One girl asks me, "Why are you letting your daughter ride that, if it scares you?"

"Because I believe, especially for girls, it's important to face your fears and do new things, even if they seem scary to their moms."

She looks back at the Black Widow, then at me, then back at the Black Widow, and says, "I just can't ride that. No way!"

"Well, that's part of facing your fears:  knowing that you just can't do some things, and sticking to it, regardless of what everyone else is doing."

I was terrified for the Howler--she's doing this, and doing it totally by herself....until she's on the thing. Once it started, the unadulterated joy on her face was enough to make me laugh out loud and garner odd looks from others around me.

It was sooooo very worth it...especially knowing that my own mother would never have allowed me on it at any age, because of her own fears.

Wednesday, December 19, 2012

Christmas Past p.2

Another unadulterated rerun, also from the Howler.


Wednesday, December 17, 2008


The Fat Virgin

It's Christmas.

And, of course, I bought myself a new Christmas CD--one specifically for the car, because I keep forgetting to take some to the car for my listening pleasure.

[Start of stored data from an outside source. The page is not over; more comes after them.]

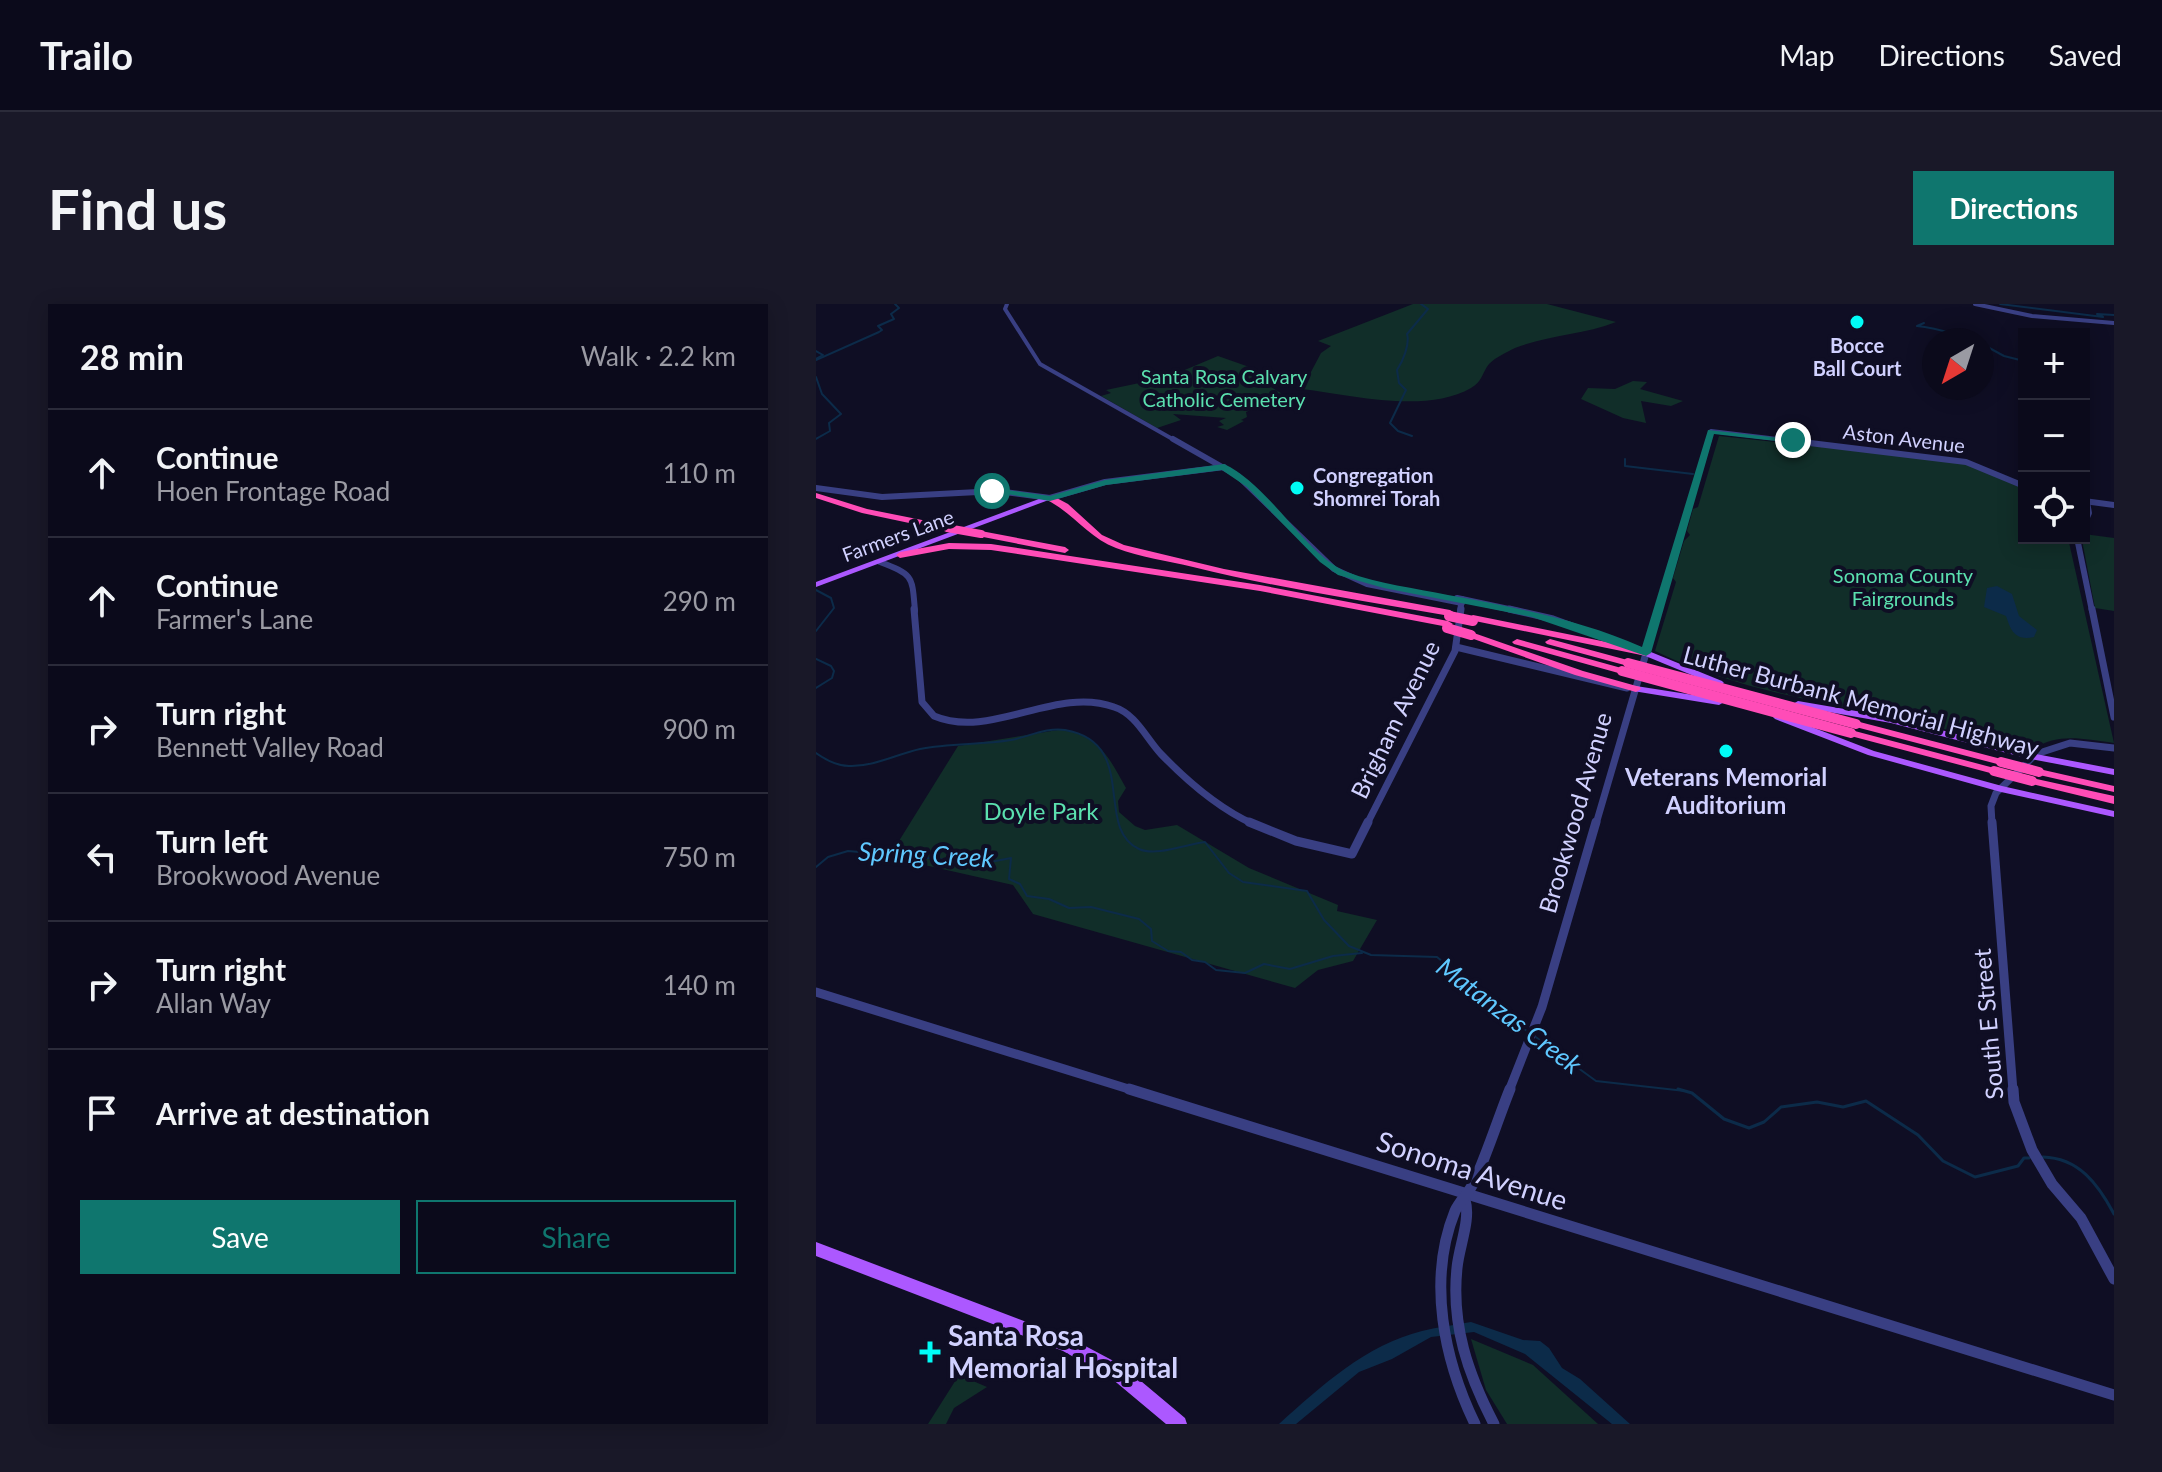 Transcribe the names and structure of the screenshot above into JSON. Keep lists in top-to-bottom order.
{
  "streets": {
    "highway": ["Luther Burbank Memorial Highway"],
    "main road": ["Farmers Lane"],
    "street": [
      "Aston Avenue",
      "Brigham Avenue",
      "Brookwood Avenue",
      "South E Street",
      "Sonoma Avenue"
    ]
  },
  "crossings": [
    ["Aston Avenue", "Brookwood Avenue"],
    ["Farmers Lane", "Brigham Avenue"],
    ["Brookwood Avenue", "Sonoma Avenue"]
  ],
  "water": ["Spring Creek", "Matanzas Creek"],
  "parks": ["Santa Rosa Calvary Catholic Cemetery", "Sonoma County Fairgrounds", "Doyle Park"],
  "places": {
    "other": ["Bocce Ball Court", "Congregation Shomrei Torah", "Veterans Memorial Auditorium"],
    "health": ["Santa Rosa Memorial Hospital"]
  },
  "north": "bottom left",
  "page": {
    "header": "Trailo",
    "nav": ["Map", "Directions", "Saved"],
    "buttons": [
      "Directions",
      ["Save", "Share"]
    ],
    "title": "Find us",
    "heading": ["28 min", "Walk · 2.2 km"],
    "map_buttons": ["+", "−"],
    "list": [
      ["Continue", "Hoen Frontage Road", "110 m"],
      ["Continue", "Farmer's Lane", "290 m"],
      ["Turn right", "Bennett Valley Road", "900 m"],
      ["Turn left", "Brookwood Avenue", "750 m"],
      ["Turn right", "Allan Way", "140 m"],
      "Arrive at destination"
    ]
  }
} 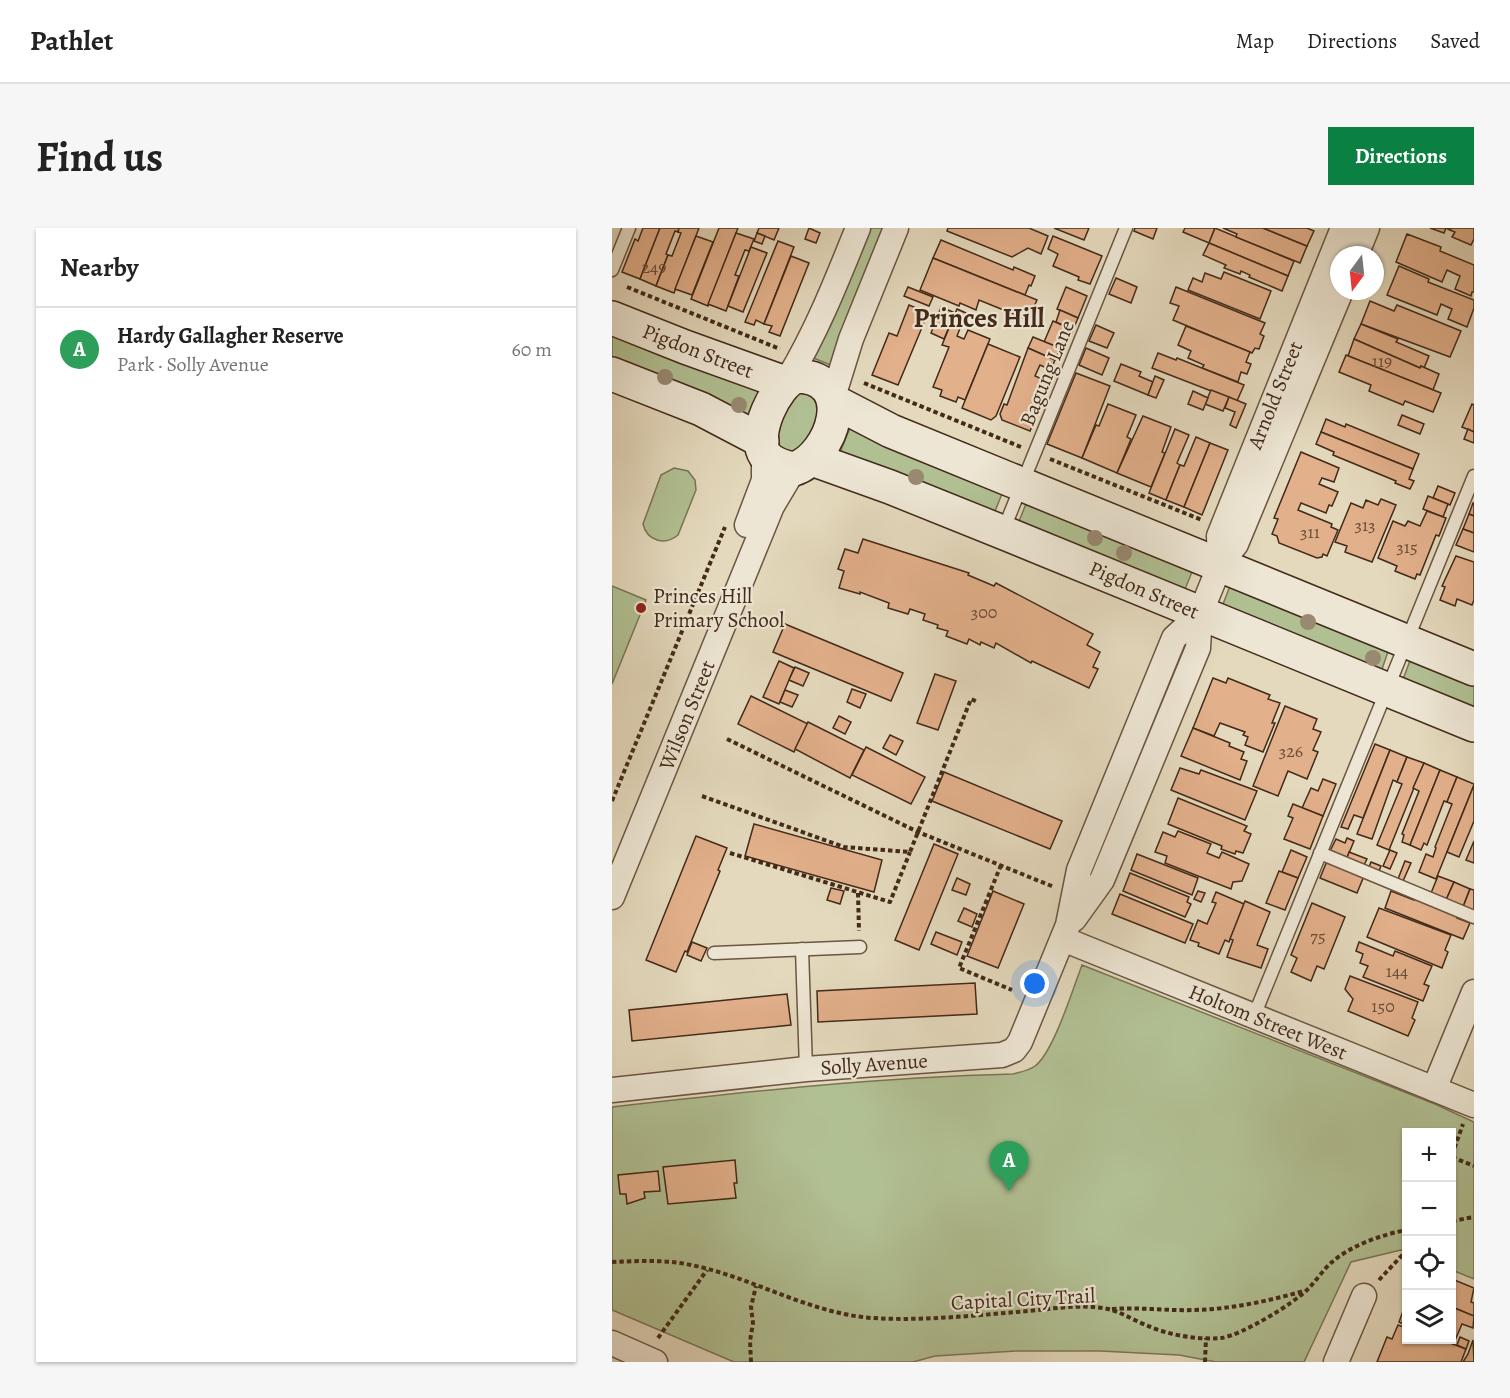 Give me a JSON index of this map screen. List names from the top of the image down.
{
  "streets": {
    "street": [
      "Pigdon Street",
      "Arnold Street",
      "Wilson Street",
      "Holtom Street West",
      "Solly Avenue"
    ],
    "lane": ["Bagung Lane"],
    "path": ["Capital City Trail"]
  },
  "crossings": [
    ["Pigdon Street", "Bagung Lane"],
    ["Pigdon Street", "Arnold Street"],
    ["Pigdon Street", "Wilson Street"],
    ["Arnold Street", "Holtom Street West"],
    ["Arnold Street", "Solly Avenue"],
    ["Holtom Street West", "Solly Avenue"]
  ],
  "districts": ["Princes Hill"],
  "places": ["Princes Hill Primary School"],
  "house_numbers": [
    "249",
    "119",
    "313",
    "311",
    "315",
    "300",
    "326",
    "75",
    "144",
    "150"
  ],
  "north": "bottom",
  "page": {
    "header": "Pathlet",
    "nav": ["Map", "Directions", "Saved"],
    "buttons": "Directions",
    "title": "Find us",
    "heading": "Nearby",
    "list": [
      {
        "mark": "A",
        "name": "Hardy Gallagher Reserve",
        "note": "Park · Solly Avenue",
        "value": "60 m"
      }
    ],
    "map_buttons": ["+", "−"],
    "pins": "A"
  }
}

It's got a rockin' good rendition of "Jingle Bells" on it. Listen to it here (because you know I can't do this techno-marvel stuff).

She really likes it. We listen to it every day on the way to school, and the on the way home.

Tonight, we listened to it twice on the way to AWANAS. Daddy was with us, and since he has a cold, he's not quite into the whole "Jingle Bells" really fast thing.

We're driving along, the song ends. She's breathless from trying to sing it. As I drive past a house that has a blo-mold nativity in it's yard, she says, "It's good they put out the fat virgin."

Since she spends a lot of her time pointing out interesting things I should be noticing, I had to ask her to repeat herself. "You know, the fat virgin of Jingle Bells. It's really fun."

Ohhhhhhh.

I'm still not ever going to look at a blo-mold nativity set the same way again.

Monday, December 17, 2012

Christmas Past p.1

This year, the Howler announced that, "Duh, you and Mom are Santa." So, I'm spending this holiday season, remembering the Howler That Was.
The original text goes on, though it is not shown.